WORK TASK ▸ How many lines in the records below include "none"? Answer with the number only.

DATA EXTRACTS ▸
========
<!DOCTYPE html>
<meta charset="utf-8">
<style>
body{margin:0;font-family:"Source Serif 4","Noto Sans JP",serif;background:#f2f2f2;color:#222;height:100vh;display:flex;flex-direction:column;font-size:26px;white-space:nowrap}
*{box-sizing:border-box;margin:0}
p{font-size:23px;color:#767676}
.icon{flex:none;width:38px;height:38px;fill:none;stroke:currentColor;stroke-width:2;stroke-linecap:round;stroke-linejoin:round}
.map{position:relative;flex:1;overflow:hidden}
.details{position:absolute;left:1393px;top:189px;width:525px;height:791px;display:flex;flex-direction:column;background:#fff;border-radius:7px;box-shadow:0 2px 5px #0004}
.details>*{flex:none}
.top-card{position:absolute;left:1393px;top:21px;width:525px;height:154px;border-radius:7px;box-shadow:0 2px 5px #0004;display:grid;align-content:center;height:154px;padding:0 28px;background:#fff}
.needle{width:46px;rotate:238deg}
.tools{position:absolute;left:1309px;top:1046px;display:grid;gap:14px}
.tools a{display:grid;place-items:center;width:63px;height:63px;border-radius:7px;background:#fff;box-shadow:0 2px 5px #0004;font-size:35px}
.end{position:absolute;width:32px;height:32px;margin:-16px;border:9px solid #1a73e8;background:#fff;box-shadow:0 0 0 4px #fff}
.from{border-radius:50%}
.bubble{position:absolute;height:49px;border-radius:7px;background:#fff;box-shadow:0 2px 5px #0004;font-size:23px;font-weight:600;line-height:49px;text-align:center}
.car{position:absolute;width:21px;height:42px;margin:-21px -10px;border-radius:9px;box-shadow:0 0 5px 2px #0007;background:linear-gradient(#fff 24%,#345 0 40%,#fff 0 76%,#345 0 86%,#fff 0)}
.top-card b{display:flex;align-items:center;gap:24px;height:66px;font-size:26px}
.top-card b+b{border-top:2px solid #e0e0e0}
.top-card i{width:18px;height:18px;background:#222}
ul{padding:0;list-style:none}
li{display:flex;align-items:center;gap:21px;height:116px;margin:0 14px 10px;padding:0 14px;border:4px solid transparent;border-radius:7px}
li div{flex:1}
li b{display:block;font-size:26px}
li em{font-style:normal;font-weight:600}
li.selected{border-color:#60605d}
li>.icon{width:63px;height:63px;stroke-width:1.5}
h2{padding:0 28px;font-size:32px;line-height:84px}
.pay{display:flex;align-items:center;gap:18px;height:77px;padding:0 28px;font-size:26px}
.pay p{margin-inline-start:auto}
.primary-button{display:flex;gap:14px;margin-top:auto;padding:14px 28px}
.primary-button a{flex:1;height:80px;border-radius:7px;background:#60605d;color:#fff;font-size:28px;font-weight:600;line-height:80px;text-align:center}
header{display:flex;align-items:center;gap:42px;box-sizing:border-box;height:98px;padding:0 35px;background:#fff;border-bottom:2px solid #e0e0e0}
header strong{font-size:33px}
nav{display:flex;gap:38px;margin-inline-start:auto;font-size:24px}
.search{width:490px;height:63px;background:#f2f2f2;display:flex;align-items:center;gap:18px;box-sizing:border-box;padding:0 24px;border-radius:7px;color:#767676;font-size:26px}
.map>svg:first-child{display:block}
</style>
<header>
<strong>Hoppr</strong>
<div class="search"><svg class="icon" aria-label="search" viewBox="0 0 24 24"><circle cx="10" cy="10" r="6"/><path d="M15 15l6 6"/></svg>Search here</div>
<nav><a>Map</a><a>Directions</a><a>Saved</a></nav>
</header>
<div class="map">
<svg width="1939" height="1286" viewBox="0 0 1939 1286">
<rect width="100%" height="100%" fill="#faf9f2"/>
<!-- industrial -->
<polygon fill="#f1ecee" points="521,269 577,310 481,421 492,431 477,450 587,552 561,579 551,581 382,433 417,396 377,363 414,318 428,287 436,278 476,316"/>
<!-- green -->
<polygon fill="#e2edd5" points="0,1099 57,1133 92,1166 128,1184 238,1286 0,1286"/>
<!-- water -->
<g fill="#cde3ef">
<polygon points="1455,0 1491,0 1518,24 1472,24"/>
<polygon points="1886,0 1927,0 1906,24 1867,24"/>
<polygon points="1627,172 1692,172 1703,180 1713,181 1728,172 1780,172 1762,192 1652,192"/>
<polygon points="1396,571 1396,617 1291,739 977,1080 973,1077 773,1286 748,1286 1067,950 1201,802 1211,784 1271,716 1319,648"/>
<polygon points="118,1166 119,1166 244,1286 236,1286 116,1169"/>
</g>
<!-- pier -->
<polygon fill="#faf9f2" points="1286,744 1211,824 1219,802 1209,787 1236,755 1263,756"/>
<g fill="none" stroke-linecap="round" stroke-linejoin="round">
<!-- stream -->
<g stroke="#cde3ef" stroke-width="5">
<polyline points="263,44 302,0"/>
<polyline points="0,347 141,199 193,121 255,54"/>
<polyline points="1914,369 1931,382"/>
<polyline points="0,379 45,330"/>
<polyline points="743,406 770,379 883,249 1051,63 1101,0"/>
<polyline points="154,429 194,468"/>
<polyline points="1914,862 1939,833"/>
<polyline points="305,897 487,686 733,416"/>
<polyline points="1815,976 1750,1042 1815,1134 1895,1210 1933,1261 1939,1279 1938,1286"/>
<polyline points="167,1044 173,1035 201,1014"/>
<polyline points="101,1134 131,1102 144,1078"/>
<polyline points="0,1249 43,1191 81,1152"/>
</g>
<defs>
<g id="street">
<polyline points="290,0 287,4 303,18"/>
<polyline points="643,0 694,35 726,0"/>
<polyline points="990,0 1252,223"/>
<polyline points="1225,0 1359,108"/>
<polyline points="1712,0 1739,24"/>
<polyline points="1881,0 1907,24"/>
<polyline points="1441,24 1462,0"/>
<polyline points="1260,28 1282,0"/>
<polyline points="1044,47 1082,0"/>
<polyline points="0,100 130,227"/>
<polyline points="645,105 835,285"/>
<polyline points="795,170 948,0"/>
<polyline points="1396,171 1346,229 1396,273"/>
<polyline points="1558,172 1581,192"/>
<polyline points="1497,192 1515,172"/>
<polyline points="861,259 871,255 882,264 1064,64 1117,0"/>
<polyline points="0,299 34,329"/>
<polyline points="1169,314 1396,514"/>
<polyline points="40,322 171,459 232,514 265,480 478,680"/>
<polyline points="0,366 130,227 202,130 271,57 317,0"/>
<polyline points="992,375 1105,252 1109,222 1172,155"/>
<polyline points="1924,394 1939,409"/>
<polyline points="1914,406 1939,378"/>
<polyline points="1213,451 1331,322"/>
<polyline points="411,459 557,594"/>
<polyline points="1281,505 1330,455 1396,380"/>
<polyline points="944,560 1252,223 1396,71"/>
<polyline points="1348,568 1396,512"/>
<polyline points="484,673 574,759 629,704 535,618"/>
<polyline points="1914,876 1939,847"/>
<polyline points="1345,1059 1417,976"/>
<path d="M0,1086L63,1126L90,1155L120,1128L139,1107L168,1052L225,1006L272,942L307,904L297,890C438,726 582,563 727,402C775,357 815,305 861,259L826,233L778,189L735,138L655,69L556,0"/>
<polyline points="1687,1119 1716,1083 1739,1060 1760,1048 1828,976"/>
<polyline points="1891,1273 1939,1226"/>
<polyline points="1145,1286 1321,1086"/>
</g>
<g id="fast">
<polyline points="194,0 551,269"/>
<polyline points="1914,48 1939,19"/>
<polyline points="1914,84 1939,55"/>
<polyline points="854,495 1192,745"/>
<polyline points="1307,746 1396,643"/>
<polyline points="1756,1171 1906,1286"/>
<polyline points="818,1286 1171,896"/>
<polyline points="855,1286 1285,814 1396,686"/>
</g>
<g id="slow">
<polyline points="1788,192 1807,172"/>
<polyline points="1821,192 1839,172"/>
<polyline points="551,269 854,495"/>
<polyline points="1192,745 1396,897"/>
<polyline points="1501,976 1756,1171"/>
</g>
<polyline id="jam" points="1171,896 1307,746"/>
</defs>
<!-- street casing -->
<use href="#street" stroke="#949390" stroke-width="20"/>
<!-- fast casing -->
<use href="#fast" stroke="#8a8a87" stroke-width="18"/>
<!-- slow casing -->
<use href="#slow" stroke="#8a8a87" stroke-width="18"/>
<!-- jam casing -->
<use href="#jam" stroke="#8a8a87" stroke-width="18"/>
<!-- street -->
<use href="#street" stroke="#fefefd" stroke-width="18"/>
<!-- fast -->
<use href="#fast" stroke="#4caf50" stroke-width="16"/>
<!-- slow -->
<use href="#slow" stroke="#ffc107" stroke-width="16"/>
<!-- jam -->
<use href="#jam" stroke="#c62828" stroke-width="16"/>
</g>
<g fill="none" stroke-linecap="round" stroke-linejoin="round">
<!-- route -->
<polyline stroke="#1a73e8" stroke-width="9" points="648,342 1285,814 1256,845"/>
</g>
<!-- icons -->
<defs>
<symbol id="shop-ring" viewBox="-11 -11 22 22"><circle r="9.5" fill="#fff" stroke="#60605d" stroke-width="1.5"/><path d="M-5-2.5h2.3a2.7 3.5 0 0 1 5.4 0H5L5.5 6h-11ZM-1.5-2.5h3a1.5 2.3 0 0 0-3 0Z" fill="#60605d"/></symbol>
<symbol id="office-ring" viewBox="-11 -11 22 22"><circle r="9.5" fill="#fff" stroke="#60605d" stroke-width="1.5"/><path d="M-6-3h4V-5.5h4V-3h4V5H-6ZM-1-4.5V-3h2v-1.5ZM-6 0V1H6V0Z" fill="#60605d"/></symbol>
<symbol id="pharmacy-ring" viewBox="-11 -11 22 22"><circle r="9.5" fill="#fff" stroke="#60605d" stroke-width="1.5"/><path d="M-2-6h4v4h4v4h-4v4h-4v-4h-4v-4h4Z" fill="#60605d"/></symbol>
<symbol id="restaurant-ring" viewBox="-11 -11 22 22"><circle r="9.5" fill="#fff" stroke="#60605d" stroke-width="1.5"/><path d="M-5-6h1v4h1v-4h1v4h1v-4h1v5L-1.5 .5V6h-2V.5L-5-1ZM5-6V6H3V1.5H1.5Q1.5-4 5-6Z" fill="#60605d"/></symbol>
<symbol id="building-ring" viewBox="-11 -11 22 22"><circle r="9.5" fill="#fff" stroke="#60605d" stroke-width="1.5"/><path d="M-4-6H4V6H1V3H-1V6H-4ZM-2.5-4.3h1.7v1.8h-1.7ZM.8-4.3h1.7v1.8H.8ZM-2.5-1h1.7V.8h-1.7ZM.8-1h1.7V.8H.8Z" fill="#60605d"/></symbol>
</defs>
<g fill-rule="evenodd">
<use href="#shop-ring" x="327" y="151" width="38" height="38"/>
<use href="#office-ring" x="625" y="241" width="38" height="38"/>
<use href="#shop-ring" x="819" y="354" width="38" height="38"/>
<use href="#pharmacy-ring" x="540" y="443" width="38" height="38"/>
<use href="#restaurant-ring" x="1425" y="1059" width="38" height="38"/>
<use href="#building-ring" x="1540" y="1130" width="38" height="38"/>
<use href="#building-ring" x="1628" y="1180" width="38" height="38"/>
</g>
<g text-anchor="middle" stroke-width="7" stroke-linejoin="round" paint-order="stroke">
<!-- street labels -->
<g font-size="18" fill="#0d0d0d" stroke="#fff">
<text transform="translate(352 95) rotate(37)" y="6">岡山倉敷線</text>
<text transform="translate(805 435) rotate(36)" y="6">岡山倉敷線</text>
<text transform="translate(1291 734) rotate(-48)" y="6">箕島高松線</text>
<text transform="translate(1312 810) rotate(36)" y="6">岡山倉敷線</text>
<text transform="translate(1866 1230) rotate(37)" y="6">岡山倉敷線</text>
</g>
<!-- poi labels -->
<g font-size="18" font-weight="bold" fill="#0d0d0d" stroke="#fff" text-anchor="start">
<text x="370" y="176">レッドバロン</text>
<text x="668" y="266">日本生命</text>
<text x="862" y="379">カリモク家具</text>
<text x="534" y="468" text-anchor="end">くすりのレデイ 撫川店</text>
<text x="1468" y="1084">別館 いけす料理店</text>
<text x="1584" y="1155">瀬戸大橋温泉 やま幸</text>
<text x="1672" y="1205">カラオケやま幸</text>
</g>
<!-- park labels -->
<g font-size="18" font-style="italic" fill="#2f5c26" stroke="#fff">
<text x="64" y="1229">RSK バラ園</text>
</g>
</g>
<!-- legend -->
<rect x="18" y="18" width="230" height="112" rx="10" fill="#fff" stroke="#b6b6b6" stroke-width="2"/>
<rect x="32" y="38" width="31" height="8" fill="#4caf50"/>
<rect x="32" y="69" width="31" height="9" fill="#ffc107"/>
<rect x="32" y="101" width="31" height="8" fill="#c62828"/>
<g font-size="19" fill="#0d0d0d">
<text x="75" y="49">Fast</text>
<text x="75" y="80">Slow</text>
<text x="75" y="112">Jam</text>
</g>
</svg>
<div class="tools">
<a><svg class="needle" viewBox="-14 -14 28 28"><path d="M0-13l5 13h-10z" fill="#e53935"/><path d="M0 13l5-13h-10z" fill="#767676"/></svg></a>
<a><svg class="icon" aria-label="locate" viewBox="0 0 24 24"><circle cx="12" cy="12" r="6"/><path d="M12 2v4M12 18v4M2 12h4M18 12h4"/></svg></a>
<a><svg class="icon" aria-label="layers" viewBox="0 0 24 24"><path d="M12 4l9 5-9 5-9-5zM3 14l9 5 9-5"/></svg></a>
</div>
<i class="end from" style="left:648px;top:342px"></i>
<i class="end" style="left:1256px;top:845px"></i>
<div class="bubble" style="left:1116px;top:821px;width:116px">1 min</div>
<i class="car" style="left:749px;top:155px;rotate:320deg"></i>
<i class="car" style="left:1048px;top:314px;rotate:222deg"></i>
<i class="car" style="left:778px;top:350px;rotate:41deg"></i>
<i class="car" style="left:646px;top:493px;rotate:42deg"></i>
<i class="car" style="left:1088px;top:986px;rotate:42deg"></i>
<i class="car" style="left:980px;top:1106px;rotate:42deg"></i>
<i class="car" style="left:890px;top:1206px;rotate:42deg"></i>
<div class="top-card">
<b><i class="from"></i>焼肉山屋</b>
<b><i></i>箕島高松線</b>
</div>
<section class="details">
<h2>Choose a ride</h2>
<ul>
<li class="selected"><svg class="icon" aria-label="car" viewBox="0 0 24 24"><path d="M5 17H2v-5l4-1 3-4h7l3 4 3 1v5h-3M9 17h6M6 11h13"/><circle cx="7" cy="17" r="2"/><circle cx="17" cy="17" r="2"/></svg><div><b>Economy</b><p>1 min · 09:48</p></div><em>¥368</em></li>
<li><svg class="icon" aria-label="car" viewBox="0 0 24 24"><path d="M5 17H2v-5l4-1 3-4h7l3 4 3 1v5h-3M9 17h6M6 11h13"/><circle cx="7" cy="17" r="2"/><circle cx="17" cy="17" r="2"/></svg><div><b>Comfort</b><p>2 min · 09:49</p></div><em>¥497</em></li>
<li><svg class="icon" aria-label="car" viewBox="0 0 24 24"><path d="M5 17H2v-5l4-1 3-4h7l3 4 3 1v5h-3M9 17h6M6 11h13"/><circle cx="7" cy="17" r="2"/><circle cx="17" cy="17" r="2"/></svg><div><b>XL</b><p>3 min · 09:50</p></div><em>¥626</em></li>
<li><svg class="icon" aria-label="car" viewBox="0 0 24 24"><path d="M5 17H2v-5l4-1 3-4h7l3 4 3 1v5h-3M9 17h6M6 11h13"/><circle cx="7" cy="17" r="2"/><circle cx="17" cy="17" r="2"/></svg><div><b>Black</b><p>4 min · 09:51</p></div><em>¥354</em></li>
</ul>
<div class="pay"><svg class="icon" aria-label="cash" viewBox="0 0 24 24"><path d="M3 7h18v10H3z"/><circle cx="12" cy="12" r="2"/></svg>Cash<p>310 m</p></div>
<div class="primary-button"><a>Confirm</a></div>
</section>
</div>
========
RESPONSE BOX ▸ 5